• **WHAT IS NEEDED**: Only the lines from the start of the entries through the line with "Quick job: Convert" are wanted; please output them exactly.

• **RECORDS TO PROCESS**:
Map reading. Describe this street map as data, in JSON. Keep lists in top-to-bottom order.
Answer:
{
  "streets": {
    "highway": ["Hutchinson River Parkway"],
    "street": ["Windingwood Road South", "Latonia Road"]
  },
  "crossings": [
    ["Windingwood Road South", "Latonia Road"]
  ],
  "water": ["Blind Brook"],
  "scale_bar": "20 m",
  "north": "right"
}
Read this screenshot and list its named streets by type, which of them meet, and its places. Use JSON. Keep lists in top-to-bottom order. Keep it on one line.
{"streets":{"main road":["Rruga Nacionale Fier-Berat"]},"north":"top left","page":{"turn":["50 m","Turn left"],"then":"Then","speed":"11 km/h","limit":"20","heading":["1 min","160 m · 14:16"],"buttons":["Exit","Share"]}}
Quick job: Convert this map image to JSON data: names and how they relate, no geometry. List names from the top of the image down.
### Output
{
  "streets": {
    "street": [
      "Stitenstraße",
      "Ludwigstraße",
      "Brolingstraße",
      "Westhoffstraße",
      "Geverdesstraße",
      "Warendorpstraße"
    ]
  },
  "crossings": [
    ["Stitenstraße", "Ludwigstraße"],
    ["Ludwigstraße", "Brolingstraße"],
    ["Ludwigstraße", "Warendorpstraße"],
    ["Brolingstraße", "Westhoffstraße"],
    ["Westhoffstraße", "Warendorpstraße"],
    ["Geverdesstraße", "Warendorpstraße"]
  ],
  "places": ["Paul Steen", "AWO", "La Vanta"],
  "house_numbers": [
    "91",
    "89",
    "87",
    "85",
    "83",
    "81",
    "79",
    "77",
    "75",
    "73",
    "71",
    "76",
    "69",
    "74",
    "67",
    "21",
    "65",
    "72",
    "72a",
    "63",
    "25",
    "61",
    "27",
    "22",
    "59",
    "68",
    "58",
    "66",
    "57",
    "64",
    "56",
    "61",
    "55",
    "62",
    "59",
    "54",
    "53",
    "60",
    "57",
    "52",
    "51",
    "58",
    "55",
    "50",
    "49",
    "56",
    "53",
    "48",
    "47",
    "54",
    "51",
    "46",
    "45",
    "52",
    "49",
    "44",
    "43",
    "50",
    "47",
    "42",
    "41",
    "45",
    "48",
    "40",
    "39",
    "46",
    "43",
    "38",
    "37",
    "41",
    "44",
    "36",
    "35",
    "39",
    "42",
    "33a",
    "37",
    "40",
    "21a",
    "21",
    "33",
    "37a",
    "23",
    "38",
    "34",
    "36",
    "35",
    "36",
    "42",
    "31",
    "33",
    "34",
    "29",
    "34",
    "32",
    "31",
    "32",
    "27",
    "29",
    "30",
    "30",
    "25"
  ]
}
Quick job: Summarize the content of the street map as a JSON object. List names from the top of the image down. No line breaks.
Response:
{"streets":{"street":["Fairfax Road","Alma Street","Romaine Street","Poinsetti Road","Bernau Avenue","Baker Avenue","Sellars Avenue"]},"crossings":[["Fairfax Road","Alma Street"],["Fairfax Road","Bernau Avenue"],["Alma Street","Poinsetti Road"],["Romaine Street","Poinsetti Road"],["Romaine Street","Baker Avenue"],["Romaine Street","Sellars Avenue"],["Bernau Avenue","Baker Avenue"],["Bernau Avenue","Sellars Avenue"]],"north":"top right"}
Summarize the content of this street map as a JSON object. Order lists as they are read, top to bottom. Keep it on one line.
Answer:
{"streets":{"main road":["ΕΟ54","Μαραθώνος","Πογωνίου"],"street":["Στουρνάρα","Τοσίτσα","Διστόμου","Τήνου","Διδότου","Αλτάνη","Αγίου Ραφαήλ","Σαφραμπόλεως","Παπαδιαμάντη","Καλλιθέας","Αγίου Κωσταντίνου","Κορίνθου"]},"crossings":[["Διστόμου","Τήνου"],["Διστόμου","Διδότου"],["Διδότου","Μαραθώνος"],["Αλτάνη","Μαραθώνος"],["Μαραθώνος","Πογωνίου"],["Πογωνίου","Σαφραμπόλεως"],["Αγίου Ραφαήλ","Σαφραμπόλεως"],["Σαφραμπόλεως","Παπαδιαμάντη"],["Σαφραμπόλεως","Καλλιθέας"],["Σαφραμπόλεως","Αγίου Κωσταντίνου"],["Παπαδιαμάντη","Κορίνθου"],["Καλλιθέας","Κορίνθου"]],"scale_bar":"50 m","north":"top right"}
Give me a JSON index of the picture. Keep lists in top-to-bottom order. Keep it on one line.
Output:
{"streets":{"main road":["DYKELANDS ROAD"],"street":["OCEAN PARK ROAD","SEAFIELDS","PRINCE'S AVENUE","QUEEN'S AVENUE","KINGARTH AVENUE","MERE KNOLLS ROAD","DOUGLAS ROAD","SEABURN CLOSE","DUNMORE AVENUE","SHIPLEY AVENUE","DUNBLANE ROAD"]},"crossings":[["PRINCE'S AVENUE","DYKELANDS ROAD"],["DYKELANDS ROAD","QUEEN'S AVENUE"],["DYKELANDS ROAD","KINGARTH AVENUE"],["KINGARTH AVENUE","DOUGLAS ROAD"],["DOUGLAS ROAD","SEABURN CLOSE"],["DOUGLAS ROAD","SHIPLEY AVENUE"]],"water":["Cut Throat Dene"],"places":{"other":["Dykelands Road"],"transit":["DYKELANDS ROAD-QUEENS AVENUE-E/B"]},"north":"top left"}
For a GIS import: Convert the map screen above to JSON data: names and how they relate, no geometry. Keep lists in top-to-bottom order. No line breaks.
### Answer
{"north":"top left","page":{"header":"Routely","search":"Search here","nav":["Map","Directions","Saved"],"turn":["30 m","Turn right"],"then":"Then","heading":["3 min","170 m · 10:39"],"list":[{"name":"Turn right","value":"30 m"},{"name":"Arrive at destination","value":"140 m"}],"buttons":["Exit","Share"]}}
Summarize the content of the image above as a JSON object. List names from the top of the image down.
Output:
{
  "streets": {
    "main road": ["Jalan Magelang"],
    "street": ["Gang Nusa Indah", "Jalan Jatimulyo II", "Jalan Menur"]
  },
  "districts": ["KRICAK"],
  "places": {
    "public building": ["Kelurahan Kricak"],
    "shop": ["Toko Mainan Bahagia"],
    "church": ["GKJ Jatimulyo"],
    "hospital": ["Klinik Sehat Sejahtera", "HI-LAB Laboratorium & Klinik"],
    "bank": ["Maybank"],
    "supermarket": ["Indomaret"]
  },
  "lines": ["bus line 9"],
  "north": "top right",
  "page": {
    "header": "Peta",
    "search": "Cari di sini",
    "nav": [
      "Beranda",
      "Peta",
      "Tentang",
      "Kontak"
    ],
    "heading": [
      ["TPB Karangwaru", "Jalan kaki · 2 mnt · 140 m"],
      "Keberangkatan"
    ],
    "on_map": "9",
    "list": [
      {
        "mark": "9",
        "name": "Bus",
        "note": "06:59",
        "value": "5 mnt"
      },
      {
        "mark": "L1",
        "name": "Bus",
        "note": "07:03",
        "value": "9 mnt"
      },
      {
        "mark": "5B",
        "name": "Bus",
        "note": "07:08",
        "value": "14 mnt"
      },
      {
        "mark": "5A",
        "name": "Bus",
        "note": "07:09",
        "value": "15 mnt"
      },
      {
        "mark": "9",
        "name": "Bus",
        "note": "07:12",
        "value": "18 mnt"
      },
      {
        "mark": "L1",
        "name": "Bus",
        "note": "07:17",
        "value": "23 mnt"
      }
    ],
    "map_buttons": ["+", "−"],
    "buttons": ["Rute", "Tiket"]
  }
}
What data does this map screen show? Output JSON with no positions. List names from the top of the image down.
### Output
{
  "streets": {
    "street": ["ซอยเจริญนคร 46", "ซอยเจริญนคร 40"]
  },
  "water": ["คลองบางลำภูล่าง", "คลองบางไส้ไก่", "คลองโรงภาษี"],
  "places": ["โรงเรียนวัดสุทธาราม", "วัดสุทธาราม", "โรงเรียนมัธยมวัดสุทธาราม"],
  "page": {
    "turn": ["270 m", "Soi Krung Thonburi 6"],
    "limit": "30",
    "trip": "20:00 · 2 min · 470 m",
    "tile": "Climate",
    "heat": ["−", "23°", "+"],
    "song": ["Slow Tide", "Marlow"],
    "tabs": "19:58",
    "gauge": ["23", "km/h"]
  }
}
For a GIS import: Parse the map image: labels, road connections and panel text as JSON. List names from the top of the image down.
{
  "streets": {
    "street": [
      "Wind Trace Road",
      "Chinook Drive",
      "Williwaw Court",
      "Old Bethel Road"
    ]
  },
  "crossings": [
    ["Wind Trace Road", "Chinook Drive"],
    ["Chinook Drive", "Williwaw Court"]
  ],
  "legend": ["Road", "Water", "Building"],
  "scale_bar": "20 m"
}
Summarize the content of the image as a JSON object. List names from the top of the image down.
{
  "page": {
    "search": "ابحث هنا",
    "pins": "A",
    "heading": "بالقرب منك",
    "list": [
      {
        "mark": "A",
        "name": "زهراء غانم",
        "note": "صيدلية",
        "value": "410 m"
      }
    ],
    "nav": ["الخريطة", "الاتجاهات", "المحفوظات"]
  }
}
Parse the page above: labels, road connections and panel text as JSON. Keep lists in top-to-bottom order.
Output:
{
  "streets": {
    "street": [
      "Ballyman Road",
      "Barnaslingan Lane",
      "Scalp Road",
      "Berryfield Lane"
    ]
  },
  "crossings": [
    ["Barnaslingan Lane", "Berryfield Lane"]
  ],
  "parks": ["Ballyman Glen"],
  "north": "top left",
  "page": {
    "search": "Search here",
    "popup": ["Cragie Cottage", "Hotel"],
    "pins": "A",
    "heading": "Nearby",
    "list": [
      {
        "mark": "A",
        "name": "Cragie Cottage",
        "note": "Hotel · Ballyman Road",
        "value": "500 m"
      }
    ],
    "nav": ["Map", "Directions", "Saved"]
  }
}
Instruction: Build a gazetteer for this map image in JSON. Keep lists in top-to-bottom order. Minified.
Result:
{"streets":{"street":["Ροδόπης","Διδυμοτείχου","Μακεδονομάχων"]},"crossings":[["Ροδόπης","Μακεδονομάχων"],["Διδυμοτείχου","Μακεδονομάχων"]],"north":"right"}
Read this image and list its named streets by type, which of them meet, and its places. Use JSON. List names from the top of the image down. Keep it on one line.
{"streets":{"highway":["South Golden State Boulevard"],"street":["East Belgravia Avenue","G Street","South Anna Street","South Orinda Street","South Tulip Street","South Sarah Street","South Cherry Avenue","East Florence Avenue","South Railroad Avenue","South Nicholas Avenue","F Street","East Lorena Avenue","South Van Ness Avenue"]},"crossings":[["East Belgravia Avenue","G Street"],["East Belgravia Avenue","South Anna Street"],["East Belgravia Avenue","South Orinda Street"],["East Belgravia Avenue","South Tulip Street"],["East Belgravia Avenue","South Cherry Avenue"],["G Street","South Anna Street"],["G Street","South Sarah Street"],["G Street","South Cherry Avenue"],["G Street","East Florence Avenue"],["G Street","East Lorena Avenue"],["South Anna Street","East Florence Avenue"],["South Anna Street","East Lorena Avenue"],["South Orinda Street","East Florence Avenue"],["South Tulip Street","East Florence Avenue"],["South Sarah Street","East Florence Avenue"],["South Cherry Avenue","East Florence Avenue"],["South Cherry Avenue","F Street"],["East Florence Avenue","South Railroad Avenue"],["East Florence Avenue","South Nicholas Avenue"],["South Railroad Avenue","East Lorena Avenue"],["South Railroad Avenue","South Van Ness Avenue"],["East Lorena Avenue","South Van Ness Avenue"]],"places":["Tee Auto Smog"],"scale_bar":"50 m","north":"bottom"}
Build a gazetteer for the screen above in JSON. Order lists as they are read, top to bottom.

• **RESULT**:
Map reading. Describe this street map as data, in JSON. Keep lists in top-to-bottom order.
Answer:
{
  "streets": {
    "highway": ["Hutchinson River Parkway"],
    "street": ["Windingwood Road South", "Latonia Road"]
  },
  "crossings": [
    ["Windingwood Road South", "Latonia Road"]
  ],
  "water": ["Blind Brook"],
  "scale_bar": "20 m",
  "north": "right"
}
Read this screenshot and list its named streets by type, which of them meet, and its places. Use JSON. Keep lists in top-to-bottom order. Keep it on one line.
{"streets":{"main road":["Rruga Nacionale Fier-Berat"]},"north":"top left","page":{"turn":["50 m","Turn left"],"then":"Then","speed":"11 km/h","limit":"20","heading":["1 min","160 m · 14:16"],"buttons":["Exit","Share"]}}
Quick job: Convert this map image to JSON data: names and how they relate, no geometry. List names from the top of the image down.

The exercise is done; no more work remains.